The situation:
- Have a git project (A)
- Have a second git project (B) that I want to merge to A under a directory
- This needs to be done once. After that, project B will not be re-sync to A’s subdirectory
- Need to preserve history
The actual situation: I have a git project that is named “drlaunch” and another git project that is named “debian”. “debian” is the packaging directory for drlaunch. The problem occurred because I used to have two svn trees, one for the project and one for the debian/ directory for making this a package for maemo.
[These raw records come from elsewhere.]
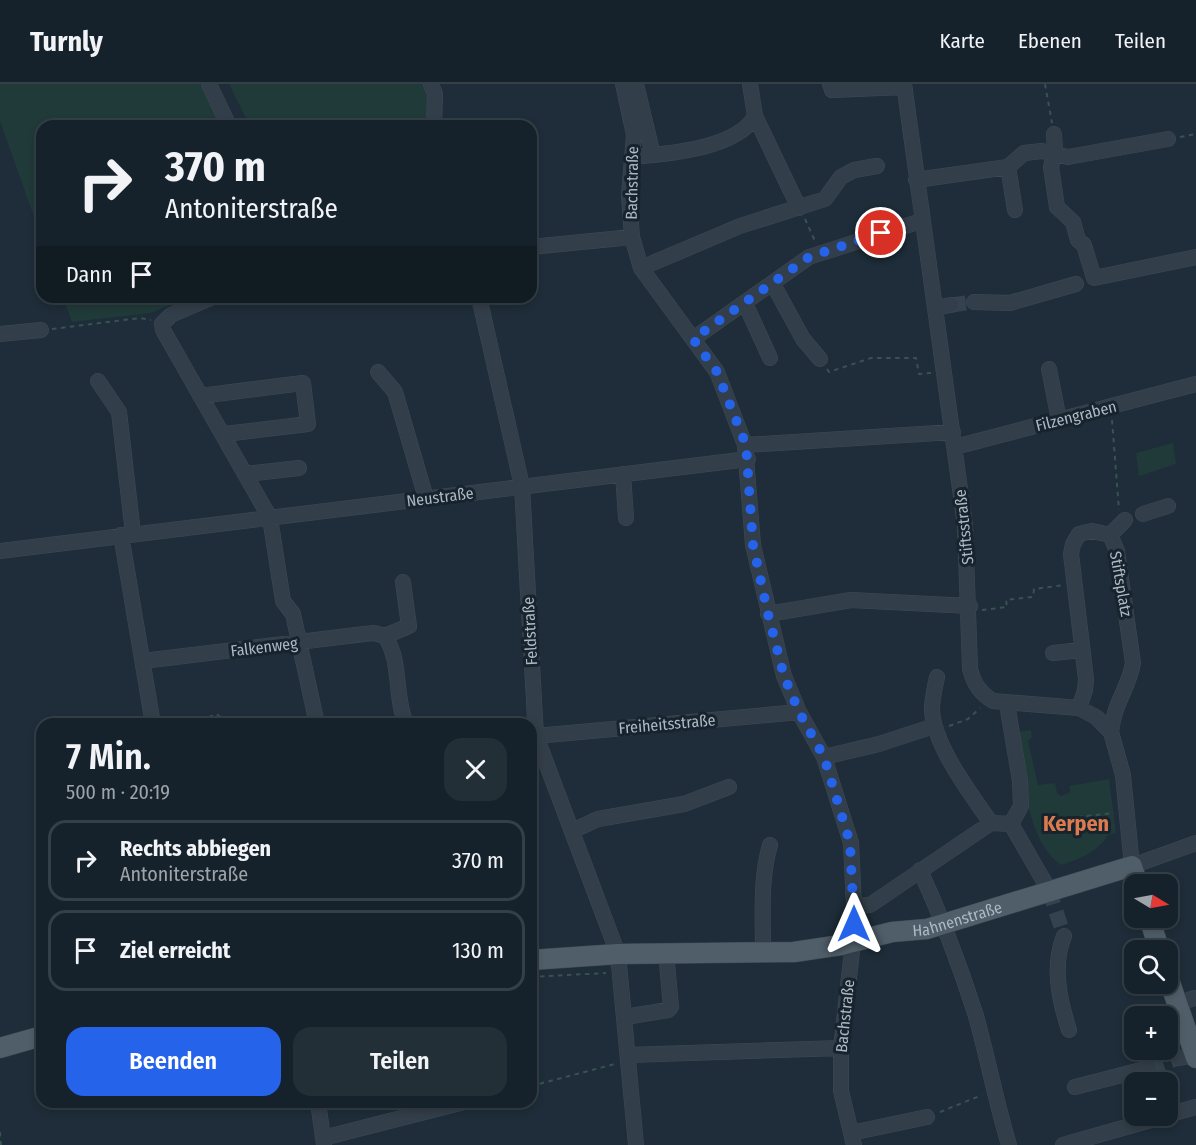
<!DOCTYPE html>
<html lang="de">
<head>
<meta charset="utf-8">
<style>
  :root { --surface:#16222b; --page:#232f37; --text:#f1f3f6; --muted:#9ea4a9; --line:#353f47; --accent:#2563eb }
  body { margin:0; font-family:"Fira Sans Condensed",sans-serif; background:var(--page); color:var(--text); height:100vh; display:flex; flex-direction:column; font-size:22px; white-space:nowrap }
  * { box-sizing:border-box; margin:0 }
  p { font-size:20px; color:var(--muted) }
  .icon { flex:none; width:33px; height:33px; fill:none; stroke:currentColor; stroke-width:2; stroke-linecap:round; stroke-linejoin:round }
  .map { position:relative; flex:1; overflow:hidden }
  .panel { position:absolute; left:36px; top:634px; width:501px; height:390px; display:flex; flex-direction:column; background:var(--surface); border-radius:18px; box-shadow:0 3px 9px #0003,0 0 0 2px var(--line) }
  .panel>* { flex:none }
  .hud { position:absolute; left:36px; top:36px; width:501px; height:183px; border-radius:18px; box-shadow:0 3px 9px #0003,0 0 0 2px var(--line); background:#16222b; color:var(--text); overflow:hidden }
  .needle { width:39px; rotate:100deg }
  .tools { position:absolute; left:1124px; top:790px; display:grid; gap:12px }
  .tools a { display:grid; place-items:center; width:54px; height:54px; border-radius:12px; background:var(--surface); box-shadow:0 3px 9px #0003,0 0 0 2px var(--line); font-size:30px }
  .pin { position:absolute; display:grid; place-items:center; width:51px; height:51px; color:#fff; margin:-26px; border:3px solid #fff; border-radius:50%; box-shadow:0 2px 6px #0007 }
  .me { position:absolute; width:66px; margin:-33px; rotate:0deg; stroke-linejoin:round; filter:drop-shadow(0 0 4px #0008) }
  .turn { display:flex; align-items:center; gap:21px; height:126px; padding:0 30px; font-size:27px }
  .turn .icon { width:78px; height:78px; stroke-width:2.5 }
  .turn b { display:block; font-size:42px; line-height:51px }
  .then { display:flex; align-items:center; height:57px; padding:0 30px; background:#0003; gap:12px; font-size:22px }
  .round { display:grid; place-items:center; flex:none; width:63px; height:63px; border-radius:18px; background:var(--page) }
  .head { display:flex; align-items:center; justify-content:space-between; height:102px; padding:0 30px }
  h1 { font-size:36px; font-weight:600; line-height:45px }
  .cta { display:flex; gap:12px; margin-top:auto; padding:12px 30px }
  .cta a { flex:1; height:69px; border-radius:18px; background:var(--accent); color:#fff; font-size:24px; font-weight:600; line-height:69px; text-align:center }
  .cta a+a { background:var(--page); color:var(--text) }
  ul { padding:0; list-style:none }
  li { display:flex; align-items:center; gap:18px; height:81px; margin:0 12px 9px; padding:0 18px; border:3px solid var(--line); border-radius:18px }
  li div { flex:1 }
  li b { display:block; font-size:22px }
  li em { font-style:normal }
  header { display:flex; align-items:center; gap:36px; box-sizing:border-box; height:84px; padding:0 30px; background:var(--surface); border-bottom:2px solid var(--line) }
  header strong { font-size:28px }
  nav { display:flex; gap:33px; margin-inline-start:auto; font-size:21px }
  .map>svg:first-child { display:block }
  .green { fill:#203a39 }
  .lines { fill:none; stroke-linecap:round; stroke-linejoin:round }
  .minor-tunnel { stroke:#33424e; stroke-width:15; stroke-dasharray:15 8; stroke-linecap:butt }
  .minor-casing { stroke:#3e4a55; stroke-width:16 }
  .major-casing { stroke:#3e4a55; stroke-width:21 }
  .path { stroke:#385251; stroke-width:2; stroke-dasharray:4.5 4.5; stroke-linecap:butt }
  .minor { stroke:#323e49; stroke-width:15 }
  .major { stroke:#4f5e69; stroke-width:20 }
  .route { stroke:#2563eb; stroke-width:10; stroke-dasharray:0 18 }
  .labels { text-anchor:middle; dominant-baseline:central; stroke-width:6; stroke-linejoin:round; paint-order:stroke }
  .street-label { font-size:16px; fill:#acb9c6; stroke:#17232d }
  .district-label { font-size:22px; font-weight:bold; fill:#dc7b50; stroke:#17232d }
</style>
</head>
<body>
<header>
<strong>Turnly</strong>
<nav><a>Karte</a><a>Ebenen</a><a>Teilen</a></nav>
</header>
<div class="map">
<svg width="1196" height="1061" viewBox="0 0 1196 1061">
  <rect width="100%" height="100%" fill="#1e2d39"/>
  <path class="green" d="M0,0H200L222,42H42V155L0,37Z
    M229,0H428L430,42H250Z
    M63,213H191L150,229L72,238Z
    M1173,359L1176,380L1139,392L1136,369Z
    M1031,646L1032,653L1028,657L1038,701L1055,699L1057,709L1061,712L1070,708L1069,702L1109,695L1116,749L1108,751C1099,767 1078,776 1061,781C1025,755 1023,688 1018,648Z"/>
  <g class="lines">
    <path class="minor-tunnel" d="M951,221L974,218
      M1049,806L1064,852
      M1149,984L1179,974"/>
    <defs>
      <path id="minor" d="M209,0L229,42
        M431,0L435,10L434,42
        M623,0L634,51L629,112L632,153L641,184L717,288L745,361L753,461L784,592L799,628L824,673L851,759L854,822L853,858L841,964V1007L854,1061
        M636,0L653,71
        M750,0L755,32L799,124
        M830,0L832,6L904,3
        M904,0L965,441L970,585C974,600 980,609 993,617L1079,624L1096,633L1111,648L1123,691L1132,782L1196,759
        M1054,50L1055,65L1051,83L1057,123L1073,138L1078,156L1084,161L1094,194L1196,173
        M633,73C666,70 737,65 755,32
        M1008,83L1015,126
        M916,96L1008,83L1024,69L1042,67L1068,73L1168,55
        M531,163L632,153
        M641,184L740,142L825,115L841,93L854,86L877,82
        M773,200L803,255L820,275
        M213,213L171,231L162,240L163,246L270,434L283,517L293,530L317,640
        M479,213L522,402L536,652L618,870L636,1061
        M974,218L1010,219L1076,200
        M745,219L770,274
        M935,224L951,221
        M0,250L41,246
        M693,255L809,173L921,137
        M1049,285L1059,336
        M378,288L395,308L426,414
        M98,297L119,328L133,449
        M200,312L303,299L308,340L225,350
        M745,361L953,348
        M955,363L1196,300
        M246,390L299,384
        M623,390L626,434
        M1143,430L1168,422
        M121,451L153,640
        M1110,451L1125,436
        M0,467L748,375
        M768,530L851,516L970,522
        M385,552C402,578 394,612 406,640
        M1053,569L1082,566
        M143,577L356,551L374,549L385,552L409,542L403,498
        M937,593C935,603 932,615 932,625C933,661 971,710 991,739
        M1007,620L1020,697L1021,722L1011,740
        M1079,624L1085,606L1086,595L1071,470L1073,460L1079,450L1092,447L1110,451L1117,467L1133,579C1128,606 1114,619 1111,648
        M536,652L799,628
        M824,673L879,660L934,642
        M1011,740L1049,806
        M572,747L598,735L684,720L729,703
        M920,786C942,834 960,882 976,932C988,975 996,1018 1009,1061
        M854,822L870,821L991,739L1011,740
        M1064,852C1052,882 1059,915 1069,946
        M763,868C763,833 760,795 770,761
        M1177,920L1194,914
        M625,933L668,926L671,923L666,869
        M629,971L841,964
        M1179,974L1195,971
        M1075,1003L1149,984
        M318,1018L324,1061
        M1167,1031L1196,1023
        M851,1049L927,1033
        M323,1054L464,1018
        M1063,1061L1165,1032"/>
      <g id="major">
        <path d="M1149,834L1160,867"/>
        <path id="s1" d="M531,876L618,870L794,868L841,861L892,848L927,845L1132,782L1138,801"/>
        <path d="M1167,890L1196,974"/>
        <path d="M0,964L42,952"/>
      </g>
    </defs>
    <use href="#minor" class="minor-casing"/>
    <use href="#major" class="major-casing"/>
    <path class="path" d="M1045,0L1052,39
      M1180,53L1196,50
      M805,135L815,157
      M52,245L140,234L151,236
      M827,285L829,288L871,274H916L919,290L931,289
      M1112,336L1119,426
      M982,526L1007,523L1006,516L1033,513L1034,505L1064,501
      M192,640L216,630L233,640
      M949,642L968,635L980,624
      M1069,734L1114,729
      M531,893L606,889
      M531,1002L615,980
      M940,1028L982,1011
      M0,1048L1,1061"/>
    <use href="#minor" class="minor"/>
    <use href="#major" class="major"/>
  </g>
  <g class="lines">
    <path class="route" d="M854,840L850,759L824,673L799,628L784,592L768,530L753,461L746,361L717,288L693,255L809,173L881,149"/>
  </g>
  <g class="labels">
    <g class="street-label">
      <text transform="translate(632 99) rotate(-89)">Bachstraße</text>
      <text transform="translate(1076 332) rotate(-14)">Filzengraben</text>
      <text transform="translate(440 413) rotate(-7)">Neustraße</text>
      <text transform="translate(964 443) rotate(-96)">Stiftsstraße</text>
      <text transform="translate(1121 500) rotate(80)">Stiftsplatz</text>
      <text transform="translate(530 547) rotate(-93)">Feldstraße</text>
      <text transform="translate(264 563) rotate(-7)">Falkenweg</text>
      <text transform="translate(667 640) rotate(-5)">Freiheitsstraße</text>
      <text stroke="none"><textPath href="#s1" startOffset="430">Hahnenstraße</textPath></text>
      <text transform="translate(845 932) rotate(-84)">Bachstraße</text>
    </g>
    <g class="district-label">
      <text x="1076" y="739">Kerpen</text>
    </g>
  </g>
</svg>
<div class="tools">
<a><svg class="needle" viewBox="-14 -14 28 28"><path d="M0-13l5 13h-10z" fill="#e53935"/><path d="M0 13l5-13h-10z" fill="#9ea4a9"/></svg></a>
<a><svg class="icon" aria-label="search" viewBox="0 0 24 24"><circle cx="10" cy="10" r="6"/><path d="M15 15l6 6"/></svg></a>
<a>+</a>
<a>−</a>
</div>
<div class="pin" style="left:881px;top:149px;background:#d93025"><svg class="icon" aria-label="arrive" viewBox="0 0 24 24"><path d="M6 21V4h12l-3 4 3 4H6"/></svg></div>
<svg class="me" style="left:854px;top:840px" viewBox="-20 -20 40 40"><path d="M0-17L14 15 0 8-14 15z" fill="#2563eb" stroke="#fff" stroke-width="4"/></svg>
<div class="hud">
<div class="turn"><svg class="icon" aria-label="right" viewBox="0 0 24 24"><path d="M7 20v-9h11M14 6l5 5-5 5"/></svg><div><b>370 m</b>Antoniterstraße</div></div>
<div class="then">Dann<svg class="icon" aria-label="arrive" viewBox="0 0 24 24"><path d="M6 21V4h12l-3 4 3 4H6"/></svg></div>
</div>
<section class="panel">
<div class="head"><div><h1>7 Min.</h1><p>500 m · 20:19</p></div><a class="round"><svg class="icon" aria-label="close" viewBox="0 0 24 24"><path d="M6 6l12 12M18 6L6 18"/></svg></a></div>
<ul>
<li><svg class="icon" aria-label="right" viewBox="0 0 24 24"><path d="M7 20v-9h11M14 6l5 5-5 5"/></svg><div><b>Rechts abbiegen</b><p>Antoniterstraße</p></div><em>370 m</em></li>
<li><svg class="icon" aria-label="arrive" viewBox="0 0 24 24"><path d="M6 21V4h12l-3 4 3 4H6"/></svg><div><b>Ziel erreicht</b></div><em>130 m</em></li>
</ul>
<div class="cta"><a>Beenden</a><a>Teilen</a></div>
</section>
</div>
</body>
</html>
I found a number of related things but all of them were complicated because they were doing more than I wanted. Finally, I came to this simple solution:
Under project drlaunch, there is a subdir drlaunch. I want to include the project debian under a directory named debian in the drlaunch project. The tree looks like this:
drlaunch (project) -- drlaunch (dir) debian (project)
And at the end I want it to look like this:
drlaunch (project) |-- drlaunch (dir) -- debian (dir)
The solution is as simple as this:
- Go to the debian’s project dir and export all changes with format-patch:[shell]
cd debian/
mkdir ../1
git format-patch –root -o ../1/
rm ../1/0000-*
[/shell](Note: The removal of the first file is required. The file should be empty and for me it triggers a git bug causing it to use 100% cpu indefinitely. Feel free to check it yourself)
- Go to the drlaunch’s project dir and import all changes to a directory:
[shell]
cd drlaunch/
git am –directory=debian/ ../1/*
[/shell] - Ta-da! Ready! Now compare the tree to be sure that nothing bad happend:
[shell]
diff -uR debian ../debian/
[/shell]
Don’t forget to commit your changes.